IL COMMENTO Accelerare i vaccini per le isole

DI LUIGI DELLA MONICA

Un argomento spinoso che si presta facilmente ad isterismi collettivi e campanilismi ipocriti. Certo il fatto di essere isolani e di poter godere di una piccola corsia preferenziale per accedere alle vaccinazioni fa un po’ gola a tutti, non prendiamoci in giro. Purtroppo, però, la storia non ci ha mai insegnato un periodo di così forte scollamento fra il cittadino e le istituzioni centrali, quasi come se ci fosse stato un balzo indietro di un secolo e mezzo, alle lotte civili preunitarie. Leggevo su post di facebook di Corrado Visone che la peste nel 1656 si diffuse a Forio, provocando in pochi giorni centinaia di morti, nonostante il senso pratico e la lungimiranza politica al tempo della Università di Forio (antichi comuni) avesse posto nel porto in quarantena una nave proveniente dalla terraferma ed il vicerè Conte di Castrillo asseriva che si trattasse di una febbre miasmatica dovuta all’aria corrotta di Napoli, per cui l’epidemia era politicamente una questione imputabile alla psicosi collettiva.

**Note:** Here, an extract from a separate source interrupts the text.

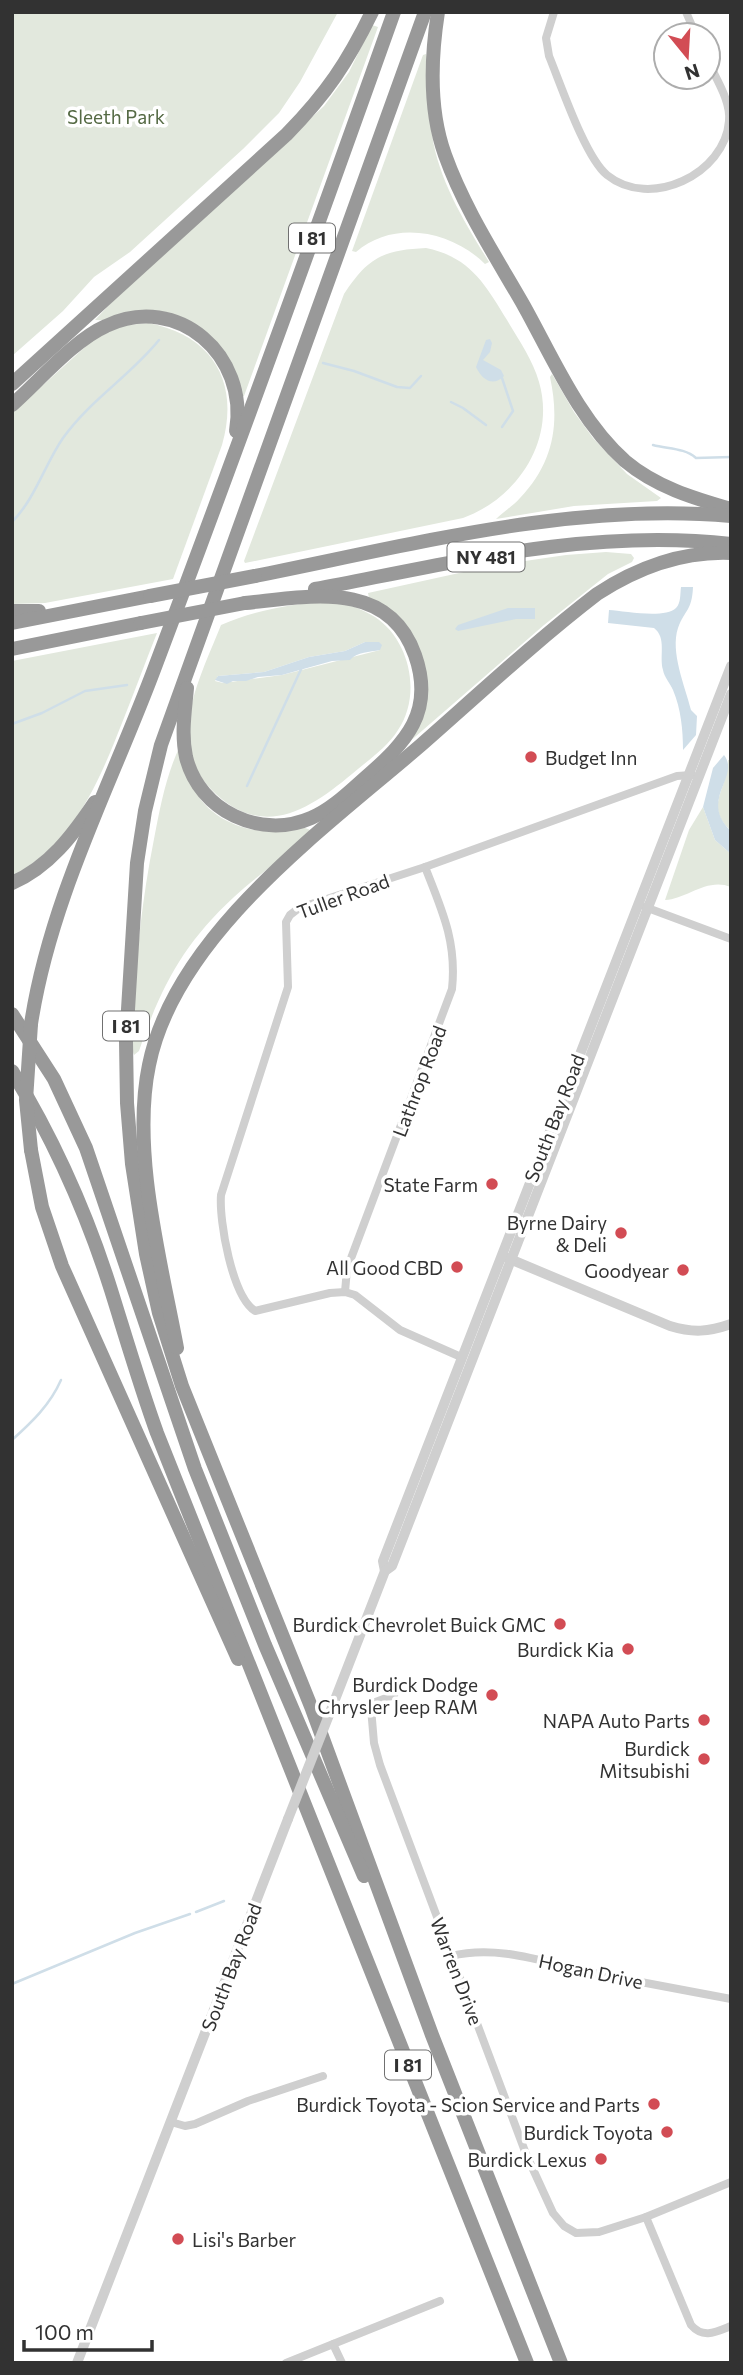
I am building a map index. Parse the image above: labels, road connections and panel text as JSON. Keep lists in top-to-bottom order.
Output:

Ancora, ho approfondito che la peste, diffusasi a livelli macroscopici sempre in Napoli, proveniva dalla penisola iberica, imperversando violentemente nel bacino del Mediterraneo occidentale. Comincia a Napoli “per una nave carica di soldati spagnoli appestati” provenienti dalla Sardegna, irradiandosi, secondo un processo spontaneo e con una crisi di mortalità assai elevata, nella maggior parte dell’Italia centromeridionale. A questo punto, non posso che ricordare ai lettori che nel medesimo secolo XVII Napoli generò il filosofo, incompreso nel suo tempo perché troppo geniale, di Giovan Battista Vico, che nasce il 23 giugno 1668 a in una bottega di libraio in Via San Biagio dei Librai, nel cuore del decumano maggiore della città greca antica. “La storia dell’uomo si riproduce secondo gli stessi schemi che si ripetono in periodi ciclici che ritornano e si ripropongono in corsi e ricorsi”.

La Sardegna, il comune di Forio, l’epidemia di peste, l’epidemia di COVID19. In tal senso, mi permetto di ricordare ai più giovani di me che conoscere questi pensatori della storia non proprio è tempo sprecato e sottratto a vedere i reality, perché aiutano ad avere coscienza del presente e poterlo affrontare con un bagaglio di minima esperienza che ci sottrae dal subire conseguenze negative. Ritorno ai ricorsi vichiani: nel cuore del 21^ secolo ci accorgiamo che nuovamente una amministrazione comunale, come quella del Sindaco di Forio Del Deo, si fa portavoce di una richiesta fuori dal coro politico centrale, quella di vaccinare dapprima gli abitanti delle isole minori; una epidemia sia correlata alla Sardegna.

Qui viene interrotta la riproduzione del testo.